You can be famous in two dimensions or three. You can be plastic (Barbie, Ken, Skipper)
or tin (the Tin Man) or the character in a book (Heathcliff, Captain Ahab, The Hunchback of
Notre Dame). You can exist on film (Molly Brown) or in a fairy tale (Rapunzel) or in
the circus (the Incredible Shrinking Man). You can be as ancient as Moses or John the Baptist,
as new as the set of quintuplets born in Bellingham, Washington, as kind as Mother Theresa
or as cruel as Mussolini. You can be famous for your talent (Michelangelo, Van Gogh) or
famous for your looks (Marilyn Monroe), your glamour (Elizabeth Taylor), money you’ve
accumulated (Bill Gates) or money you’ve given away (Bill Gates). You can be famous for
what you did right (Jesus Christ, Buddha) or for what you did wrong (Nixon, Cheney).

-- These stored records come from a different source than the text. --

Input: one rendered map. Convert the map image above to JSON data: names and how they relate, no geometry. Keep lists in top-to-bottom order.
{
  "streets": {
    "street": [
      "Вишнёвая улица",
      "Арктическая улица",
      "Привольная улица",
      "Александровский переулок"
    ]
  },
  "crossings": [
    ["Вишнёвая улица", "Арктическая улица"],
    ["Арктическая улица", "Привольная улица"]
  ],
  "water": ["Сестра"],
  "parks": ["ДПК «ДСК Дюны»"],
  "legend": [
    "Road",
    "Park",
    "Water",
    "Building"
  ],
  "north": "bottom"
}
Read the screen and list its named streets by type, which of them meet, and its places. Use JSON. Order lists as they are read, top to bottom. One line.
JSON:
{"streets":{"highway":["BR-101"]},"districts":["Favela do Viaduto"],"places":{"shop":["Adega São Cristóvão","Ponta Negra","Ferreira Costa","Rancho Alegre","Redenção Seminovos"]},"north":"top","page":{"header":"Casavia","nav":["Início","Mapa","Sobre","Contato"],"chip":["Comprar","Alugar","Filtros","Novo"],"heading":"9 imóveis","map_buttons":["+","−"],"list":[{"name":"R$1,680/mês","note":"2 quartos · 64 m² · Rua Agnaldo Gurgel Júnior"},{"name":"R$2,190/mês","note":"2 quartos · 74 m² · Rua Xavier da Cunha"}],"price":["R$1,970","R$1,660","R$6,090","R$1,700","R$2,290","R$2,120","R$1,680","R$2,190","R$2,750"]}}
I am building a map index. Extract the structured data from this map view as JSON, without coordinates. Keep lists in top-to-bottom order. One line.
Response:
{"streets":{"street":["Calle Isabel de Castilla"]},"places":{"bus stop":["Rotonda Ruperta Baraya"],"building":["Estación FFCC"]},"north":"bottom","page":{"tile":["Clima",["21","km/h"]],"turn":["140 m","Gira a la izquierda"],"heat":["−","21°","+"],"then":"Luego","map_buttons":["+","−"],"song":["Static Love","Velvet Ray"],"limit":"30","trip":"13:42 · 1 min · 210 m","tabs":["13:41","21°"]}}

You can be a toy (Tickle Me Elmo), a town (Hershey, Pennsylvania), or a cartoon (Dudley Doright).
And you can be famous simply for hanging out with the famous.
Switched-on Gutenberg’s Famous/Infamous issue—our 10th by the way—can’t
possibly include all the people, dogs, cats, cartoons, sports players, movie stars,
comedians, newscasters, circus performers, singers, novelists, race horses, race car drivers,
historians, inventors, philosophers, archeologists, jugglers, bank robbers, saints,
murderers, book characters, poets, cowboys, playwrights, artists, military strategists,
pianists, English Channel swimmers, cello players, hotdog eating contest winners, dancers,
witnesses to catastrophic events, or people from Juneau, Alaska, who grow large fruits and
vegetables. We have selected from what was sent, and we have kept the number of poems small.
So enter the world of the Famous and Infamous via the red carpet and ask yourself who it is
you consider famous/infamous and...why?